After a brief stop in Trepassey on the South coast, to wait out some heavy winds, we headed of for a two day sail around Cape Race to Long Pond in Conception Bay just passed St John’s. Our weather checks were extra thorough before departing on this trip. Cape Race is famed for creating high winds, is located by the notorious Grand Banks of Newfoundland, has seen numerous shipwrecks in its history, Titanic's distress signal was first received here, and it experience 158 days of fog a year.
We approached the Cape with conservatively reefed sails as the winds were indeed high leaving Trepassey but then ended up motoring around due to a lack of wind. This confirmed our experience of the extremes of Newfoundland weather, it either ‘blows the cows off the dyke’ as they say in Holland or there isn’t a breath of wind. We had no thoughts of complaints however, as we sailed along the 100 metres cliffs. As we approached the cape the air and water around us was suddenly chock full of thousands of sea birds, gulls, sea pigeons, turrs, razorbills, shearwaters, gannets and cheeky looking puffins to name a few that we recognised. We quickly jumped to the conclusion that there were capelin running in the area (we have slowly been filling in our knowledge of Newfoundland wildlife). Whooosh! Suddenly we were also surrounded by another, much larger, capelin fan. Humpbacks and fin whales were feeding around us. Water spouts kept erupting and you could hardly get a “Thar she blows!” past your lips before another one broke just next to us. The humpbacks showed us some wonderful acrobatics with their tail fins often coming incredibly close to the boat . Sadly, we also saw a humpback caught in fishing gear. After some complex satellite discussions with my parents they tracked down the Newfoundland and Labrador Whale Release and Stranding organisation and we reported our sighting. Fortunately, they were aware of this whale and had already removed the majority (and dangerous) part of the gear. We bobbed slowly around the cape glancing about in absolute rapture. Slowly the feeding activity diminished and we continued up the coasts towards St. John’s.
Olous had arranged a very secure and protected berth for us on Long Pond, close to St. John’s and the whole family came out to welcome us when we arrived. It was great to see their friendly familiar faces and Emma and Macsen were thrilled to have some people their own size to play with. The family Boag then took us in hand and cared for our every need (entertainment, meals, laundry, showers and the use of one of their cars).
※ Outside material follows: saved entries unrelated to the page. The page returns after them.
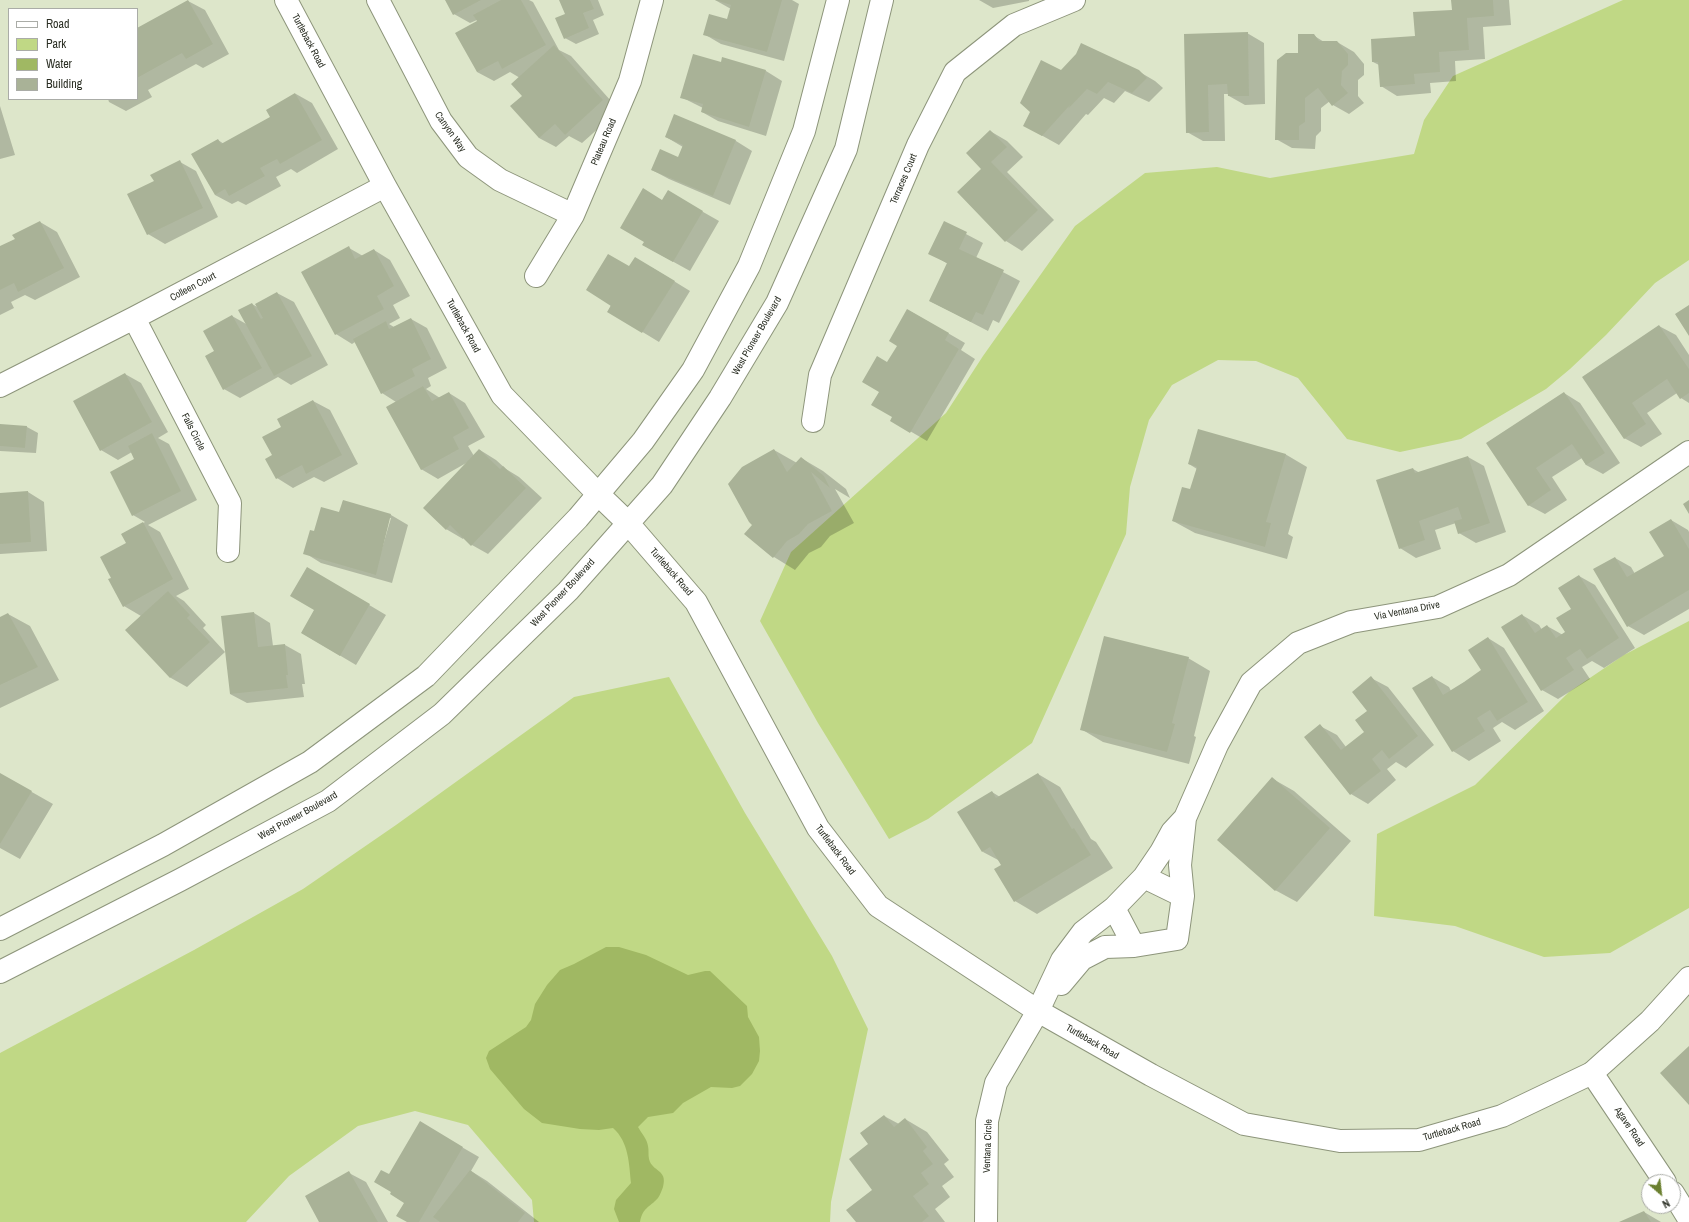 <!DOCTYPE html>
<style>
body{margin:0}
#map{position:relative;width:1689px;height:1222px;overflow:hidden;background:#dde6ca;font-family:"Archivo Narrow",sans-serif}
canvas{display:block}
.legend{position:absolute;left:8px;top:8px;width:130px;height:92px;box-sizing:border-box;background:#fff;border:1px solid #aaaca7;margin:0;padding:5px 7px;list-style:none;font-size:12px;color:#2b2f24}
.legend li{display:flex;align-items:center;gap:8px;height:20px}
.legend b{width:20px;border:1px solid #aaaca7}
.north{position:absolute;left:1641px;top:1174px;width:40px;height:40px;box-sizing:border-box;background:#fff;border:1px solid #aaaca7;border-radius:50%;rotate:152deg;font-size:11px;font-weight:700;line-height:16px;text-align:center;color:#2b2f24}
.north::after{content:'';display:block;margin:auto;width:14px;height:18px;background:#6b8030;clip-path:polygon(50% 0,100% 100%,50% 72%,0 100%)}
</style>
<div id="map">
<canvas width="1689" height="1222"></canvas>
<ul class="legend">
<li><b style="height:5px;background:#fff"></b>Road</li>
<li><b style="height:11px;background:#c0d885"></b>Park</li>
<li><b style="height:11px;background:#a0b863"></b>Water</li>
<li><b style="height:11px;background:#a9b297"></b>Building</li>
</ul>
<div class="north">N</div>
</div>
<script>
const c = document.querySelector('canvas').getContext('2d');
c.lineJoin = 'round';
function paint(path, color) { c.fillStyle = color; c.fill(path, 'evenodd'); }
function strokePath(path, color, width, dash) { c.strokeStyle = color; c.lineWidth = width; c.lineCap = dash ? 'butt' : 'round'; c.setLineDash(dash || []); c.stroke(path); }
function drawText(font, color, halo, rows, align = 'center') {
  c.font = font + ' "Archivo Narrow",sans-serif'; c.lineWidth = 3.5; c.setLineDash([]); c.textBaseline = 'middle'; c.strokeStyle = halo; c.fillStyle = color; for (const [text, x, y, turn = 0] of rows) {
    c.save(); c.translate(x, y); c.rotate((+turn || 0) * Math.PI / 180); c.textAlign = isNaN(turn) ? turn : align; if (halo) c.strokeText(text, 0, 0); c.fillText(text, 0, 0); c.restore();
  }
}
paint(new Path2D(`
 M1623,0H1689V260L1655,283L1606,335L1570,369L1546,389L1461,439L1400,452L1347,439L1298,378L1256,361L1218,360L1172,385L1149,420L1130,487L1126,534L1032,743L928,819L889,839L818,723L760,621L791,552L946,413L983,356L1075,226L1145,173L1217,167L1270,178L1414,154L1424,120L1453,76Z
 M1689,621V908L1610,953L1544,957L1455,926L1374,916L1377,834L1475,785L1569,692L1624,655Z
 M669,677L745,813L832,956L868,1029L831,1202L830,1222H534L532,1200L468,1125L415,1111L358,1126L289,1176L246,1222H0V1053L194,950L303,889L396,825L574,697Z`), '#c0d885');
paint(new Path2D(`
 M606,947H619L646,955L688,975L705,971H710L747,1006L748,1017L759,1037L760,1051L759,1061L752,1074L740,1086L732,1088L711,1087L683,1103L673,1113L648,1117L638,1127C642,1134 647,1139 648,1146C649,1150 648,1155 649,1159C652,1172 668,1169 663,1187C662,1190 660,1195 658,1198C649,1208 643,1207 640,1222H619L614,1209L616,1200L631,1183C629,1164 629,1142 613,1128L599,1130L580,1129L542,1123L524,1109L490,1069L486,1058L489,1051L526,1027L531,1020L535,1004L547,985L560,970L574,964Z`), '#a0b863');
paint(new Path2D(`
 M447,0H529L533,2L559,50L571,56L619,110L582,143L569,136L556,147L539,138L523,96L520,78L510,72L494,81L477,72L478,22L477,20L470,23L454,14Z
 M560,0H598L604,15L593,20L599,34L576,44L565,38L567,14Z
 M715,0H792L799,4L784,61L721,44L704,34L728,20L731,9Z
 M979,0H1029V1L993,8Z
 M1452,0H1509L1511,25L1483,27L1485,59L1455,61L1456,81L1430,83L1431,93L1397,96L1381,86L1379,65L1373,62L1416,37L1453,10Z
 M188,1L205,10L229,54L203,68L196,64L148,90L152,97L126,111L109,102L108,99H137V29Z
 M1247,33L1264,43L1265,104L1245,105L1229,96L1228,94H1224L1225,141H1203L1187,132L1185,35Z
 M1313,35L1324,42H1337L1354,52L1364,64V75L1358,80V96L1364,103L1349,114L1333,105L1330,101L1321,108V131L1316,136L1315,149L1292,148L1276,139L1299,54Z
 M723,58L766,71L782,81L766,136L718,121L702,112L703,108L681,97L722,64Z
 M1061,71H1138L1155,81L1163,88L1149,102L1125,91L1114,103L1104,98L1088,115L1086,114L1059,145L1041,135Z
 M296,94L312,103L338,149L297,173L291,169L276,177L281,186L246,205L238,201L232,204L215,195L218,140L224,144L271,117L267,110Z
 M0,106L15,155L0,159Z
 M675,116L736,141L752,151L730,205L669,179L652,170L679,158L683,147L666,137Z
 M990,131L1007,141L1023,157L1007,172L1054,220L1022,251L1006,241L958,192L983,169Z
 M180,162L196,171L218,217L165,244L148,234L155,182Z
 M668,192L719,221L690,271L643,245Z
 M40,222L57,232L80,277L35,300L25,295L11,302L14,308L0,315V247L16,239Z
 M945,223L983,243L976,258L1020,281L999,323L993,320L988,331L930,301L948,264L930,253Z
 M349,248L363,256L374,250L390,260L410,296L393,305L400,318L389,324L394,327L411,319L427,328L447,368L428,378L431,386L426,389L440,398L449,393L465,403L485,437L468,446L474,456L480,450L496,460L506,469L519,477L542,498L488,554L472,545L464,537L463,539L446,529L468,462L438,479L421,469L396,402L382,393L355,342L352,344L336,334Z
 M629,267H651L690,291L659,342L608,311Z
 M277,293L294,302L328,365L291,385L278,377L240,398L224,389L215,351L232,316L248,325L252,304L259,308Z
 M908,310L965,343L961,350L975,359L927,441L891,420L893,416L880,392L898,345Z
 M1659,326L1676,335L1689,355V403L1681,398L1677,393L1647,413L1662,434L1641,447L1624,438L1583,377Z
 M125,374L141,383L168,432L158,438L169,444L197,500L148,525L160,532L189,589L176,596L184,601L206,625L203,628L225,652L187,687L171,678L127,630L141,616L124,606L112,578L127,543L122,534L145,522L133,515L136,459L132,452L118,460L101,450Z
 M1564,393L1580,403L1620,463L1603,474L1586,465L1582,458L1552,477L1567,500L1545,514L1528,505L1488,444Z
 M313,401L330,410L358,464L324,482L314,477L293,488L277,478L273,456L282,427Z
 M0,425L27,427L38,433L36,453L0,451Z
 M774,450L797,463L801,458L823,471L846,489L850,498L835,489L854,523L830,536L821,547L809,553L795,570L774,557L754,525Z
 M1285,454L1307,467L1288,534L1293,537L1287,559L1195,533L1173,521L1191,491L1197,469L1189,464Z
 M1468,457L1484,466L1506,532L1476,543L1459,533L1456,523L1435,530L1441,549L1416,558L1400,548L1413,469L1420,473Z
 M28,492L44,502L47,551L0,554V494Z
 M343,501L391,515L408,525L392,583L321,563L305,553L315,532L340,513ZM389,518H391L381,552Z
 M1671,520L1688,530L1689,532V609L1644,635L1628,626L1615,558L1631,567L1635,574L1665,556Z
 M307,568L386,615L356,665L302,633L316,610Z
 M1579,576L1595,585L1635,648L1604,668L1592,661L1582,667L1590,679L1558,699L1542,690L1522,615L1539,625L1542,630L1547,626L1563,635L1567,633Z
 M254,613L270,623L273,646L285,645L301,654L305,684H302L304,697L247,703L230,694Z
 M8,614L30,626L59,680L0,708V618Z
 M1488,638L1504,648L1544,711L1515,730L1502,722L1493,728L1501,741L1469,761L1453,751L1432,677L1449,687L1451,691L1482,671Z
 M1188,658L1210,671L1194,736L1196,737L1189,764L1103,742L1081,729Z
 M1371,678L1388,687L1434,745L1406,768L1396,762L1387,769L1396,780L1368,804L1351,794L1320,726L1337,735L1346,747L1366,732Z
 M0,774L53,804L20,859L0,848Z
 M1038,774L1060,787L1091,839L1096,842L1113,868L1037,914L1015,901L1000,861L983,852L992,792L1000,797Z
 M1273,779L1294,791L1351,841L1297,902L1275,890Z
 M884,1116L899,1124L905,1119L927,1132L949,1160L944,1164L954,1177L942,1186L950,1197L935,1209L945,1222H858L874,1190L870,1144Z
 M420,1123L479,1157L471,1171L487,1181L539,1222H409L405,1202L393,1192L389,1176Z
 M349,1173L366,1182L388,1222H321Z
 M1644,1212L1661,1222H1621Z`), '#0003');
paint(new Path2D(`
 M188,0L213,44L186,59L182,53L137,78V28Z
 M445,0H481L453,15Z
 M501,0H521L546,45L502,69L498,61L477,72L455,33L477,21L473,15Z
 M559,0H590L594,9L583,13L589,28L564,39L555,18L565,14Z
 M715,0H782L767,52L703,35L709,14L727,19L731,5Z
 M1451,0H1493L1494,16L1467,18L1469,50L1439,52L1440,72L1414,74L1415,84L1380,87L1378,62H1372L1371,39L1415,36L1413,12L1452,10Z
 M1248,32L1249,96H1228L1227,84L1208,85L1209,132L1186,133L1184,34Z
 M1298,34H1314L1319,41H1337L1348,54V65L1342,71L1341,85L1348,93L1332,106L1318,88L1305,98V122L1299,126V140H1275L1277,60L1286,53H1298Z
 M1081,43L1139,70L1147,78L1132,93L1108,82L1097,94L1087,89L1068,109L1070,105L1042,136L1023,126L1030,112L1020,103L1041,60L1061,70L1076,54Z
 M554,45L603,100L565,135L555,124L539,138L510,106L522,96L511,84Z
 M693,54L721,62L722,57L766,70L749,127L701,112L703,104L680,98Z
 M295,93L322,140L280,164L277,159L260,168L265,176L229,196L225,189L215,195L191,154L218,139L221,144L270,117L266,110Z
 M674,114L736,140L713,196L651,170L660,149L678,157L683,145L665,137Z
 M990,130L1007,147L991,162L1038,210L1005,242L957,192L981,169L966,153Z
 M180,160L203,208L147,235L127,194L154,181L150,175Z
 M643,188L662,200L668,190L703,211L673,262L642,245L644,242L620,228Z
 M40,221L64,268L18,292L14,283L0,290V246L15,239L12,235Z
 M944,221L967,232L959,249L1004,270L983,315L976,312L971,322L929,301L947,263L928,254Z
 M349,246L355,259L374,249L394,286L377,296L384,309L335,335L301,272Z
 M608,254L629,266L635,257L675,281L642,333L607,312L611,306L586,290Z
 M277,292L312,356L274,376L238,310L252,303L261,319L263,318L255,304Z
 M1689,305V336L1675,314Z
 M907,309L949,333L945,340L959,349L910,433L890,421L892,417L871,405L879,392L862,382L877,356L887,362L897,346L889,341Z
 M232,315L262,368L223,390L205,356L214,351L203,331Z
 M411,318L431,359L412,369L415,376L381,394L353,339L386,321L389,329Z
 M1659,325L1689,369V393L1680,399L1667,379L1632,403L1646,424L1624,439L1582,377Z
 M125,373L152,422L100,451L73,401Z
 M423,386L432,401L449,392L469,428L453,437L459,449L421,470L386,407Z
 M1564,392L1605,453L1586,465L1572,444L1536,468L1551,490L1528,506L1486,443Z
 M313,400L342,455L306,474L302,465L276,479L265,459L272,455L262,437L281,427L277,419Z
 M0,424L27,426L25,448L0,446Z
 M1198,429L1286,454L1266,522L1271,523L1265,547L1172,521L1182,487L1190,489L1197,467L1188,464Z
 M152,433L181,491L132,516L110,472L134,459L128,446Z
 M479,449L500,469L503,466L526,488L471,546L450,525L446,530L423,508Z
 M774,449L787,472L801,457L824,476L830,488L811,472L832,511L808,524L799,534L787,541L773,558L744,534L752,525L749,522L728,484L742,467Z
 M1468,456L1490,523L1458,534L1454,521L1462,519L1458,507L1419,521L1425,540L1399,549L1376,480L1413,468L1415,473Z
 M28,491L31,542L0,544V493Z
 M343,500L391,514L376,575L303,554L310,530L314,531L321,507L339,512Z
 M1689,500V514L1683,504Z
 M1671,519L1689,549V590L1627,627L1593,569L1615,557L1627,577L1664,556L1649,532Z
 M143,522L173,579L123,607L108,579L111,578L100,557L126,543L121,534Z
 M307,567L370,604L340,656L301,633L314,610L290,596Z
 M1579,575L1619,638L1587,659L1580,649L1566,658L1574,670L1541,691L1501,627L1522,614L1535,633L1547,625L1556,638L1565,632L1556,618L1571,609L1558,588Z
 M168,591L190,615L187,618L210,642L170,678L125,630Z
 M254,612L258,647L285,644L288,675H286L288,688L230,694L221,616Z
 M8,613L38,667L0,685V617Z
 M1104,636L1189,657L1172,723L1175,724L1167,752L1080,730Z
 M1488,637L1528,702L1497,721L1490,710L1477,718L1485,731L1452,752L1412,688L1432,676L1443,695L1464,682L1481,670L1468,650Z
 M1371,676L1418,736L1389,759L1382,750L1372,759L1381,771L1350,795L1304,737L1320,724L1341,750L1364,732L1355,720L1367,711L1352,692Z
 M0,773L32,791L0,844Z
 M1038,773L1072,829L1074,828L1091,855L1014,902L994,869L1001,865L990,847L982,852L957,812L992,791L996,798Z
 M1272,777L1330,828L1275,891L1217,840Z
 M1689,1046V1105L1660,1073Z
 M884,1115L894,1127L905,1118L927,1147L923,1151L933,1164L921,1173L929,1184L913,1196L929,1216L922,1222H856L846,1210L872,1190L849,1159L868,1144L860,1133Z
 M420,1121L463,1147L419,1222H407L396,1216L404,1203L390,1194L391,1192L374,1182L381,1170L389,1174Z
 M470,1170L525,1213L518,1222H440L433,1217Z
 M349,1171L378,1222H319L305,1196Z
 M1644,1211L1651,1222H1619Z`), '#a9b297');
const minor = new Path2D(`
 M286,0L385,186L502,395L599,495
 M378,0L441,121L468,157L500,180L573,215
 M536,276L573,215L630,81L652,0
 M134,318L230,503L228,551
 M0,386L134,318L385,186
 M813,421L820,375L918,145L955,72L1014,25L1074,0
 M1144,877L1161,852L1172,832L1185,818
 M1183,896L1180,865L1185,818L1217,745L1251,683L1298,643L1351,622L1438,607L1509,575L1689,452
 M1061,984L1082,959L1105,947L1134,946L1177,939L1183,896L1144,877L1114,908L1134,946
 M1592,1073L1665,1182
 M1673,1193L1689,1219
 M986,1222L987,1121L996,1083L1038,1011L1062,960L1083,932L1114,908`);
const major = new Path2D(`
 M599,495L627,522L696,602L818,828L878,906L1038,1011L1151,1075L1244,1124L1340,1141L1419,1140L1502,1116L1592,1073L1650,1021L1689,978
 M0,929L163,845L310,762L426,676L578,518L643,441L693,370L749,266L804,131L838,0
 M0,972L180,880L328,801L442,714L568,591L662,485L720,398L777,303L846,149L882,0`);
strokePath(minor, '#8d957b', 24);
strokePath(major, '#8d957b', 24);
strokePath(minor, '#fff', 22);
strokePath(major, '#fff', 22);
drawText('10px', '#2b2f24', '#fff', [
 ["Turtleback Road",308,41,62],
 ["Canyon Way",450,132,55],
 ["Plateau Road",604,142,-67],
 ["Terraces Court",904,179,-67],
 ["Colleen Court",193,287,-28],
 ["Turtleback Road",463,326,61],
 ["West Pioneer Boulevard",757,336,-60],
 ["Falls Circle",193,432,63],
 ["Turtleback Road",671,572,49],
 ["West Pioneer Boulevard",563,593,-47],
 ["Via Ventana Drive",1407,611,-11],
 ["West Pioneer Boulevard",298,816,-29],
 ["Turtleback Road",835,850,53],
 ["Turtleback Road",1092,1042,30],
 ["Agave Road",1629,1127,56],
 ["Turtleback Road",1452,1130,-16],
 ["Ventana Circle",988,1146,-88]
]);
</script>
St. John’s is a great city, lacking the harsh beauty and open friendliness experienced in other areas of the province but great all the same. It is located in a narrow, cliffy bay, is extremely clean, full of charming brightly painted houses and the city and surrounding area is full of festivals, great walks and stunning scenery. At the St. John’s Folk Festival all six of the children in our group spontaneously jumped on the stage to act as back up dancers for Rose Cousins. Fortunately, she took it with great humour (see video) On three occasions we took the kids for a short trips to the beach and were able to watch whales swimming in the bay. As a final touch, Seb and I were 'screeched in' on the famous George Street, which has more pubs and bars per square metre than any street in North America. Being screeched in involves drinking a shot of local rum-like alcohol, kissing a cod fish and answering the question "Is ye an honourary Newfoundlander?" with the phrase "Indeed I is me ol' cock, and long may your big jib draw."
Macsen and Emma are also integrating well. Their favourite bedtime song is now “I's the b'y that builds the boat. ” Not very lullabyish but a nice change and more seasonal than Macsen’s previous favourite “ Jingle Bells.”